● **What is being asked**
Below are records; count the lines that contain "linejoin" and state only that count.

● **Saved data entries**
***
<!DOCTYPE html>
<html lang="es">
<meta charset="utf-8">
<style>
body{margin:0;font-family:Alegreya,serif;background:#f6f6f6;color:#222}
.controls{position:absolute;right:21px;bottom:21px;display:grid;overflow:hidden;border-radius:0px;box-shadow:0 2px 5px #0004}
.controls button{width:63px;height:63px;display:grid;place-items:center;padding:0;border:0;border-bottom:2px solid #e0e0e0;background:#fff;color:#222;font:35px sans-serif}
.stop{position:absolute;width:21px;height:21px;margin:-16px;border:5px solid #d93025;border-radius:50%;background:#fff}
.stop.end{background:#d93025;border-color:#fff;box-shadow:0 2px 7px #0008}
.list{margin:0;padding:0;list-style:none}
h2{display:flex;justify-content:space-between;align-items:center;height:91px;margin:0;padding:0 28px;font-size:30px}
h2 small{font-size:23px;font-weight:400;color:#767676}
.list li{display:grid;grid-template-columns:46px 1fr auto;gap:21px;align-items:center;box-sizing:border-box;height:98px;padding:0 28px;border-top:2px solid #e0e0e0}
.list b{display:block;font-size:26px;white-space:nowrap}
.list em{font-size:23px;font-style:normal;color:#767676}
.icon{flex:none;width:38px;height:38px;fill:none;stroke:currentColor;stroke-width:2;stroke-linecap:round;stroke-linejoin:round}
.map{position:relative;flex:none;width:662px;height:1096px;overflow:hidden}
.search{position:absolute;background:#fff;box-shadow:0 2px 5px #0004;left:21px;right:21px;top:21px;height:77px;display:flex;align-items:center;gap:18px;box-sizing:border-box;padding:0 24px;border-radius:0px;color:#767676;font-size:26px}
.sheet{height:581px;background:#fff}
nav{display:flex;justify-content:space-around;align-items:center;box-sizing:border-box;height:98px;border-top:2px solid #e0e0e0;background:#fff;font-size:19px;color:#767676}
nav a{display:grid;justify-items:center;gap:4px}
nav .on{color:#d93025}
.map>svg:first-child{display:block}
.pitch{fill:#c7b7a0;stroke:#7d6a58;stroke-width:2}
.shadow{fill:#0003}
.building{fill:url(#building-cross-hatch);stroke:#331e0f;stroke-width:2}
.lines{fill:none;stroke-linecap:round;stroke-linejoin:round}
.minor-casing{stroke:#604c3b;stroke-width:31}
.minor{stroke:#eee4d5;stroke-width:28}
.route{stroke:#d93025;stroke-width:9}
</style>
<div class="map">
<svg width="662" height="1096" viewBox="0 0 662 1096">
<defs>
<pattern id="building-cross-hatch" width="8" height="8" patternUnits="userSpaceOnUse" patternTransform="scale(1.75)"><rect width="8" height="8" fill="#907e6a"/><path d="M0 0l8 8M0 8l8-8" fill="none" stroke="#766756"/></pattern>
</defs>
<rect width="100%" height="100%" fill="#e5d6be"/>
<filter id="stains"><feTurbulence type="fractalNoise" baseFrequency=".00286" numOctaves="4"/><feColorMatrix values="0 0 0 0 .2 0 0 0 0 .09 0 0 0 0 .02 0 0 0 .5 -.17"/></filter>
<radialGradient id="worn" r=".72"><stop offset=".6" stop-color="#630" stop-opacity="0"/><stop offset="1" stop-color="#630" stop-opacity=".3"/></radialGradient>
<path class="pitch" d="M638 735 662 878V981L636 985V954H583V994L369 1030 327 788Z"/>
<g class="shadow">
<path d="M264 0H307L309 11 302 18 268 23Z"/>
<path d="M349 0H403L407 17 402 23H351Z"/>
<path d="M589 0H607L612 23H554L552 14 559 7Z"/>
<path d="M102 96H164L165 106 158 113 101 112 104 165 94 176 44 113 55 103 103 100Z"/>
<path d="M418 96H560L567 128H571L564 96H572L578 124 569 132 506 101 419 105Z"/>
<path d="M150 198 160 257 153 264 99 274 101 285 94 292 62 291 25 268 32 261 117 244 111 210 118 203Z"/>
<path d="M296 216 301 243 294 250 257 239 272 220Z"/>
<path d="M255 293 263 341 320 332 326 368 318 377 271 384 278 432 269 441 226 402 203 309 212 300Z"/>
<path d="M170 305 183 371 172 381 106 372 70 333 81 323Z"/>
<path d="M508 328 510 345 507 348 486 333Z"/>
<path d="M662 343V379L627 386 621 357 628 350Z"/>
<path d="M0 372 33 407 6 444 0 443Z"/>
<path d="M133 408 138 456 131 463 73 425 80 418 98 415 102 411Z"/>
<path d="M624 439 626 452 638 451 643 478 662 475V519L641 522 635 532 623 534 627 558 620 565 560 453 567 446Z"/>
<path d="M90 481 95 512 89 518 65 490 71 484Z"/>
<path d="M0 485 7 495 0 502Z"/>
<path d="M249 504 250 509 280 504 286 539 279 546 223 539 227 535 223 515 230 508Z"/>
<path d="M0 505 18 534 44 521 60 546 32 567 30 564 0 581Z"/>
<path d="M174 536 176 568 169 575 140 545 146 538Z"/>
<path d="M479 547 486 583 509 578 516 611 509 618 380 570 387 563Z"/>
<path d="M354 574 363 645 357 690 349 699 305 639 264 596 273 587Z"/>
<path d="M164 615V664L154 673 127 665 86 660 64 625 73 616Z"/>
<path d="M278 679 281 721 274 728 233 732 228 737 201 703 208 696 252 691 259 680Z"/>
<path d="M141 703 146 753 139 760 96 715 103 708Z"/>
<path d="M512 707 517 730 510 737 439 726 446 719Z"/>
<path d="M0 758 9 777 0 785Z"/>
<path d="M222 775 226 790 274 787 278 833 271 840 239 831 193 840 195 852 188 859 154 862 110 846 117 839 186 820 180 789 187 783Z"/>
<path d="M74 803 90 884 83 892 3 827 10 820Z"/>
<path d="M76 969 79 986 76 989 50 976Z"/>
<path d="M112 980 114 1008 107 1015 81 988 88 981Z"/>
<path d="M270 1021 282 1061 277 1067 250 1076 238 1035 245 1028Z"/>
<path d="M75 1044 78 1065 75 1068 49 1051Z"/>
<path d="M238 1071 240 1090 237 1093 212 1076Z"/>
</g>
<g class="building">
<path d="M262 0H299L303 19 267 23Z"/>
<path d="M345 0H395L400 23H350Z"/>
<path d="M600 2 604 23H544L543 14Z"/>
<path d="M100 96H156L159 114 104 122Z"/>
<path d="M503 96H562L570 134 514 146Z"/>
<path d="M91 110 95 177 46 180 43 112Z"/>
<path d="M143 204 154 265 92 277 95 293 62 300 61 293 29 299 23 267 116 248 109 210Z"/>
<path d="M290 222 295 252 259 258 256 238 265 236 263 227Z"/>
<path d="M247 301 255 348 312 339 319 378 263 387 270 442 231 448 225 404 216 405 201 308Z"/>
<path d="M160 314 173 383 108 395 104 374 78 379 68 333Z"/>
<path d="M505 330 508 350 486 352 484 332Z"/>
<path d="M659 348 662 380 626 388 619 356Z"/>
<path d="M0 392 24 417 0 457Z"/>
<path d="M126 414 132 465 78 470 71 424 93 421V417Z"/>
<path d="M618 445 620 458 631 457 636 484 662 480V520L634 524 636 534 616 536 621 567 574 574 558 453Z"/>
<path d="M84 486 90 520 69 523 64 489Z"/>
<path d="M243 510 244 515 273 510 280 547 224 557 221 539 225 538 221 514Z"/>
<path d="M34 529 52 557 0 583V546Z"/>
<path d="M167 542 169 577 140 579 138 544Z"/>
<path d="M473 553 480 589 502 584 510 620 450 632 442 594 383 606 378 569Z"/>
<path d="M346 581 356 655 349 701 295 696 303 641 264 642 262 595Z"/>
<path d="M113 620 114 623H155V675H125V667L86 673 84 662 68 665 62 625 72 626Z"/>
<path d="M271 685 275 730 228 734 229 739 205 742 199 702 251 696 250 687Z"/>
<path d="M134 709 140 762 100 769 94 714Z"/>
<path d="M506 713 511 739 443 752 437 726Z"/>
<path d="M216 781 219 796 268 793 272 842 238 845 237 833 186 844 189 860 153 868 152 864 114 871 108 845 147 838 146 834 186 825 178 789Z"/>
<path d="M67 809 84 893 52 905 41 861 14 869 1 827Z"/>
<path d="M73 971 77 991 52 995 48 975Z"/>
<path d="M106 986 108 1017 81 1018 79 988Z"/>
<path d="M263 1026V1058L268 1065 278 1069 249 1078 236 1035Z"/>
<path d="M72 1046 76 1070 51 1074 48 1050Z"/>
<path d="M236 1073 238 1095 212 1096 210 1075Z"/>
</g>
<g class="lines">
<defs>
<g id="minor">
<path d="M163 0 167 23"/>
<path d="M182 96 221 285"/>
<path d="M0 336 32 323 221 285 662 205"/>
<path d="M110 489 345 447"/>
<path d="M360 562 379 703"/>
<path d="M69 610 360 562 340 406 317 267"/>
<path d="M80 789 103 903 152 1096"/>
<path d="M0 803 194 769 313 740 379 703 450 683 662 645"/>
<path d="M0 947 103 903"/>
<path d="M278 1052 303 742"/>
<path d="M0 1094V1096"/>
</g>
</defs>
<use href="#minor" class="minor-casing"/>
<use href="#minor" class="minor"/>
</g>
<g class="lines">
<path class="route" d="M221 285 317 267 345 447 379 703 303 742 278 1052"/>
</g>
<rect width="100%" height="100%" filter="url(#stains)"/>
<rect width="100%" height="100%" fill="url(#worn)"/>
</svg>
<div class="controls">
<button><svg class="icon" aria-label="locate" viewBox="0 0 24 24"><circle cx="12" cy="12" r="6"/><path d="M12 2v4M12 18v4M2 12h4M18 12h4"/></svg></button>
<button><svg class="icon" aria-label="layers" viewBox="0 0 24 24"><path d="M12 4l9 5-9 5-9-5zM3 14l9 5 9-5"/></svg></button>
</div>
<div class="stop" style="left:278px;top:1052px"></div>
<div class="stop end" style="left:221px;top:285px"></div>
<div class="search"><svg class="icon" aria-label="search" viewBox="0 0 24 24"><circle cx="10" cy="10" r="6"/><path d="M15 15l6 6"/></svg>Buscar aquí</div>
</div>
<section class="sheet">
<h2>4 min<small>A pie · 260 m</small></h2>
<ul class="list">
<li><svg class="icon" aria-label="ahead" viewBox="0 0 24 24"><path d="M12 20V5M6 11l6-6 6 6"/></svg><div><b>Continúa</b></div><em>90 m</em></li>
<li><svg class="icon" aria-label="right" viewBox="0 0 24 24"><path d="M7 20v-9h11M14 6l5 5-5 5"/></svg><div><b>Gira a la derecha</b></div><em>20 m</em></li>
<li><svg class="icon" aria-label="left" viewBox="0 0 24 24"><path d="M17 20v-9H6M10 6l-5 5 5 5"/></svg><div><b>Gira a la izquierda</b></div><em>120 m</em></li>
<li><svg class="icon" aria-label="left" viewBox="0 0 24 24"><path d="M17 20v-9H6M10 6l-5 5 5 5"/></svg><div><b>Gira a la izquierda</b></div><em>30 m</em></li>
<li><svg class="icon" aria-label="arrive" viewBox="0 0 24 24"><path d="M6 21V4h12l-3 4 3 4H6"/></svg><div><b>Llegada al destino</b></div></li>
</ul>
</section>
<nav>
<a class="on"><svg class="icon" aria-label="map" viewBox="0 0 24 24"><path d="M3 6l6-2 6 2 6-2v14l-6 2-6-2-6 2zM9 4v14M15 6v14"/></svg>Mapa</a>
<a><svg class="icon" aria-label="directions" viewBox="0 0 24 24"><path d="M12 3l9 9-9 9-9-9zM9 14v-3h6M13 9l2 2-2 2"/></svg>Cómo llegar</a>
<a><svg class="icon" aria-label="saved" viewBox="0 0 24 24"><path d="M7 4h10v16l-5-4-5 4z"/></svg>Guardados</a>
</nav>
***
● **Written response**
2